▶ [What this task involves]:
Which lines of the records contain "roads"? Collect every one of them.

▶ [Data shown]:

--- START ---

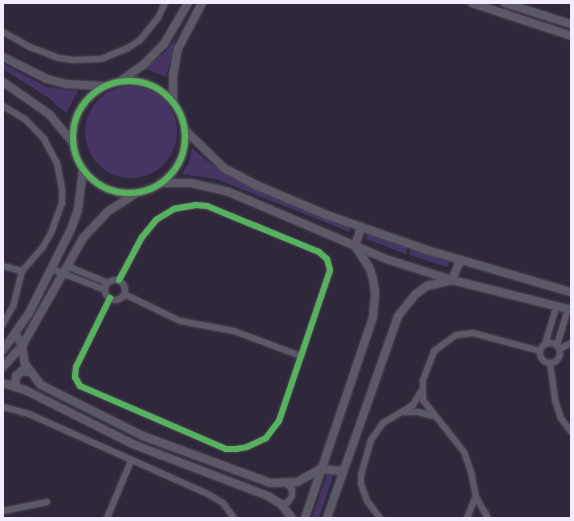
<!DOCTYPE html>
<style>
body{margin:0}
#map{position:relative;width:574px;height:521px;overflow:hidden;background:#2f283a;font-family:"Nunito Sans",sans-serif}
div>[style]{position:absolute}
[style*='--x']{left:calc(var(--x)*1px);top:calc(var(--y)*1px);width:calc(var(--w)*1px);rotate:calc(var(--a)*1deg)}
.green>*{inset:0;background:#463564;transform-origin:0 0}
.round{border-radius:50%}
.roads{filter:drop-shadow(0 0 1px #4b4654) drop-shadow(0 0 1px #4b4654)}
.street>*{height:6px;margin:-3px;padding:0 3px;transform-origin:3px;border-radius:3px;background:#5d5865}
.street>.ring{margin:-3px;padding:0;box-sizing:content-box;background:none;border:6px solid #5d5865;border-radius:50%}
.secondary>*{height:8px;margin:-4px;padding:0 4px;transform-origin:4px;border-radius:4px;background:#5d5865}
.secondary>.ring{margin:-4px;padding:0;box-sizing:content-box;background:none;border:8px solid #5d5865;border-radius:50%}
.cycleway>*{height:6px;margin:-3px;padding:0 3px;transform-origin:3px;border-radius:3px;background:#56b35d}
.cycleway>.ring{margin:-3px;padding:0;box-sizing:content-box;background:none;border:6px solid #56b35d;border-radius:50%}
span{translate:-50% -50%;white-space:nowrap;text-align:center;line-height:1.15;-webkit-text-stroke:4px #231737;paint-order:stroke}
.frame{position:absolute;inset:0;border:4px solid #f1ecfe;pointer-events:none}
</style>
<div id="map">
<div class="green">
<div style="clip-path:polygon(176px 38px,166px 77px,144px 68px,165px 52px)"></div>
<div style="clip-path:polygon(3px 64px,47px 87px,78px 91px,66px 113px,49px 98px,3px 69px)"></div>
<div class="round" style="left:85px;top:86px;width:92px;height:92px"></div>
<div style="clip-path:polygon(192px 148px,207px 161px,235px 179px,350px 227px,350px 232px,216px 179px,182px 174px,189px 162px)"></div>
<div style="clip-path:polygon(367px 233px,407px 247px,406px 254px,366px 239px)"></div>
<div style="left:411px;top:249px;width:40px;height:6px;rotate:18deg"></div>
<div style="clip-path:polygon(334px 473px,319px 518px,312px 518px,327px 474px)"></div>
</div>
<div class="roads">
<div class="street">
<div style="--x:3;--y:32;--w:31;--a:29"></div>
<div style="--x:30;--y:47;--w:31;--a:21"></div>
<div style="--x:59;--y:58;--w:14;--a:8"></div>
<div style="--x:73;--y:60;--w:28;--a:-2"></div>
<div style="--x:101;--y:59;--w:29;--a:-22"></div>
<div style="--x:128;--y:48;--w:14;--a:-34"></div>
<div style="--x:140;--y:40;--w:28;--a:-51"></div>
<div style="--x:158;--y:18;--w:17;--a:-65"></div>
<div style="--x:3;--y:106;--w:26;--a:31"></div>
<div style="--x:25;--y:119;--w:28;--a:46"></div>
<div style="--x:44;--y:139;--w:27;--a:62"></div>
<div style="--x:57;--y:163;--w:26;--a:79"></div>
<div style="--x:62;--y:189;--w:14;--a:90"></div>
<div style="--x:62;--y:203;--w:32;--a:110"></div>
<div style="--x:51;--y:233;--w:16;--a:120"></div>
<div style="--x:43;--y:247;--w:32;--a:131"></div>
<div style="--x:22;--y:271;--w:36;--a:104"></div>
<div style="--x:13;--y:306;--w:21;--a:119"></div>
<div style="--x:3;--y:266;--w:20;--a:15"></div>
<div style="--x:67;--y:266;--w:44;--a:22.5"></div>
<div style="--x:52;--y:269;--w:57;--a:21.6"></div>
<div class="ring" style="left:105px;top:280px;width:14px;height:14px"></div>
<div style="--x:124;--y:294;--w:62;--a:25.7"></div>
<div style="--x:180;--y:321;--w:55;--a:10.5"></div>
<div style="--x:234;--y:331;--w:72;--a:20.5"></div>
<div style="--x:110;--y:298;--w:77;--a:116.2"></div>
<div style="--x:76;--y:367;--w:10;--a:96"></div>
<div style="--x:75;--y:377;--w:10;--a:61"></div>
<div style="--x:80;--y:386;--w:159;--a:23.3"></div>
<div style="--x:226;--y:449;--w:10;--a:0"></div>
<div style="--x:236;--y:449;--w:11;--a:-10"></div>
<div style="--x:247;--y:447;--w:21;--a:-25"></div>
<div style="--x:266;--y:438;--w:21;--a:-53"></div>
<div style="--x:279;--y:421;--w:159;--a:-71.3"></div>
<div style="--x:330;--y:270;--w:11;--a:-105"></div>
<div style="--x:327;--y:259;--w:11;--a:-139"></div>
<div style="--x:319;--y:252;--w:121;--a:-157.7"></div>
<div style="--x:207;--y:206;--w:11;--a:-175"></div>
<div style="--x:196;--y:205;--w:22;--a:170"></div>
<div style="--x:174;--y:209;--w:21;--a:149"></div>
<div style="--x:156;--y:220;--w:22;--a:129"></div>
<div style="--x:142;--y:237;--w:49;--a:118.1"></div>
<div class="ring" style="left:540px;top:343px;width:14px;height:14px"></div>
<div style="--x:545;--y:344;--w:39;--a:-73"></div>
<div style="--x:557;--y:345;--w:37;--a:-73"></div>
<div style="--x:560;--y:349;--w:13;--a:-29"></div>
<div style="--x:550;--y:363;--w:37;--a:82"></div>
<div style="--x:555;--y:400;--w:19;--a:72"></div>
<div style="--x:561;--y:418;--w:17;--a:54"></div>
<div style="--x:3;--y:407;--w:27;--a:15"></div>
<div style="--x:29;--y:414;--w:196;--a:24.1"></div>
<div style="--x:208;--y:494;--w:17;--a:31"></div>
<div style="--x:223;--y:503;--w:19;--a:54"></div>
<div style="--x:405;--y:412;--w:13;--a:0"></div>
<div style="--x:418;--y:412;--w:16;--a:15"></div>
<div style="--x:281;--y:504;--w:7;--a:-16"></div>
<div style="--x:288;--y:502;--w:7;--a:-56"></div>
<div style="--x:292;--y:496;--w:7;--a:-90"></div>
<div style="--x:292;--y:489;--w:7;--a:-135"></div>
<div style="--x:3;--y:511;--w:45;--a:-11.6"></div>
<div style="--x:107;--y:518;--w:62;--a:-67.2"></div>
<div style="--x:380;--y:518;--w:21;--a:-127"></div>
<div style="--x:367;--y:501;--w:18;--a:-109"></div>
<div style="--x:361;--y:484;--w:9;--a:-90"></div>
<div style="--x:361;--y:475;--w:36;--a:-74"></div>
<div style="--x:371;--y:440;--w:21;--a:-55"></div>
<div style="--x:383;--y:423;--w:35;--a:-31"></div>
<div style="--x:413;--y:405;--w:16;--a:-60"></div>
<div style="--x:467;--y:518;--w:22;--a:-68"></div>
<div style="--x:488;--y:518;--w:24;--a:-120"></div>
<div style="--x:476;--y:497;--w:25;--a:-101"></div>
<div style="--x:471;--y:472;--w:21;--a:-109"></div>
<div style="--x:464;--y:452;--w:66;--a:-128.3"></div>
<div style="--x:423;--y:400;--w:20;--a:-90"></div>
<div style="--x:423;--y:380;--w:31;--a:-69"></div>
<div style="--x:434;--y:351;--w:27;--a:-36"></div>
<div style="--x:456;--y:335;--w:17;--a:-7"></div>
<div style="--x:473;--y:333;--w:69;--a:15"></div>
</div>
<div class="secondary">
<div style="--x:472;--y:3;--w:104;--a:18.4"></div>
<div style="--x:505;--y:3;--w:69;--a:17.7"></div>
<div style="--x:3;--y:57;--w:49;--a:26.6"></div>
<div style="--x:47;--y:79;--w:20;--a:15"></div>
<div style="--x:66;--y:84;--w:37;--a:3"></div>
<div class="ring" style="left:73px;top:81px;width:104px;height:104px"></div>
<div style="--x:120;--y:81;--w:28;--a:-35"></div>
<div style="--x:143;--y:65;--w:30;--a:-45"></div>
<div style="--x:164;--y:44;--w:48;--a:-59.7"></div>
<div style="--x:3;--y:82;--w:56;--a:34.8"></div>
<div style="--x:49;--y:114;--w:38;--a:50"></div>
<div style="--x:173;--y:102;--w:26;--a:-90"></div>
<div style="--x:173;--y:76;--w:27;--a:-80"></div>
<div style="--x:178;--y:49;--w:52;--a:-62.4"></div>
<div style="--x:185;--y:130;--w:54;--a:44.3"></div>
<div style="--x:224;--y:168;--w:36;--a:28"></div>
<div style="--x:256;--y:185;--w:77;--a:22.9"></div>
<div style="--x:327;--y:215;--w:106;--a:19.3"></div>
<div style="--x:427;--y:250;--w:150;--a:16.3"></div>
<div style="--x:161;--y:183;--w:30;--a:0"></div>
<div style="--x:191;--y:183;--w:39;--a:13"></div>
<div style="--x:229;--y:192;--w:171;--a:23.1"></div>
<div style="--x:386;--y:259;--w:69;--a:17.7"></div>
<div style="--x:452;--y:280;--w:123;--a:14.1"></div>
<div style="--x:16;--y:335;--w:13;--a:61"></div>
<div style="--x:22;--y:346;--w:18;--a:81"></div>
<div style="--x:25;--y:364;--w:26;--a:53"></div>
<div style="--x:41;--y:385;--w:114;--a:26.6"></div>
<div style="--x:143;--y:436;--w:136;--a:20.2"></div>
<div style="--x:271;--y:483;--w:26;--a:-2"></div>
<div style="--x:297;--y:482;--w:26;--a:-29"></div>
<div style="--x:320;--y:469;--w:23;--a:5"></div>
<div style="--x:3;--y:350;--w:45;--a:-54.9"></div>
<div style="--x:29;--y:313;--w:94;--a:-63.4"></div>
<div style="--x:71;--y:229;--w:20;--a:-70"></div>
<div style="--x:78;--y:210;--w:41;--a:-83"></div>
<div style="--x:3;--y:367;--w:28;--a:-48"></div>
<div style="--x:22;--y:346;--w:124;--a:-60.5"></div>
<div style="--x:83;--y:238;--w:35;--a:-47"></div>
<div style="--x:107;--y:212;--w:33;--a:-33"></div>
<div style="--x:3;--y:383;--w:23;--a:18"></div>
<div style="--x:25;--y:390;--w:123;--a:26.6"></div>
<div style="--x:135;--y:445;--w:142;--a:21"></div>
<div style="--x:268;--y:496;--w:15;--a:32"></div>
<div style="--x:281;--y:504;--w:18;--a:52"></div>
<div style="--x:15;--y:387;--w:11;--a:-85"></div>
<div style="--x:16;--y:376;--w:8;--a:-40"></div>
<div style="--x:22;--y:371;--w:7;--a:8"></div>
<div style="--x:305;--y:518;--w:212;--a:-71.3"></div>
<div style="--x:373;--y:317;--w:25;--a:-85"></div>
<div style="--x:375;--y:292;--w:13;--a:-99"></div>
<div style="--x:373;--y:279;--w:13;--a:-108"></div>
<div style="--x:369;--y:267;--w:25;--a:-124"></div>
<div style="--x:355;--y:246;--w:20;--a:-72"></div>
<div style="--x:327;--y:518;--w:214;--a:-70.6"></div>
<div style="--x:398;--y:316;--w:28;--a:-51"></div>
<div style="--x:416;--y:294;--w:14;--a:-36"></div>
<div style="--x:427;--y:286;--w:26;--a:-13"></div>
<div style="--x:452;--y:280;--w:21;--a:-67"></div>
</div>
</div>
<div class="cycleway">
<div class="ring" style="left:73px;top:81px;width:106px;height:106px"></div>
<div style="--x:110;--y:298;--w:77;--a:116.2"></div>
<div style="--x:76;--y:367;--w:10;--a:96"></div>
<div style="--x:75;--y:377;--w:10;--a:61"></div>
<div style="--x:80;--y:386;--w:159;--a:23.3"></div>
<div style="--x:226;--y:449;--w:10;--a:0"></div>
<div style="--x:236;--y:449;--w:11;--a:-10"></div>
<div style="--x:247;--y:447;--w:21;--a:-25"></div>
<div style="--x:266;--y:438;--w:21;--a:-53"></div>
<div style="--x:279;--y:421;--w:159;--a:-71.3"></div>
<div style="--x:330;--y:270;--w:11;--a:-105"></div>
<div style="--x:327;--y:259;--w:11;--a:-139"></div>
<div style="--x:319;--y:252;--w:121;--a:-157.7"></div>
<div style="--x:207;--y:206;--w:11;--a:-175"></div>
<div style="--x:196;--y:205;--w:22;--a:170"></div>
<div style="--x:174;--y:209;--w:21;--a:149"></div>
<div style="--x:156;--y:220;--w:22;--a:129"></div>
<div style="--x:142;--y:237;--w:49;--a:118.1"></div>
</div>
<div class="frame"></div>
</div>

--- END ---

▶ [Exercise output]:
.roads{filter:drop-shadow(0 0 1px #4b4654) drop-shadow(0 0 1px #4b4654)}
<div class="roads">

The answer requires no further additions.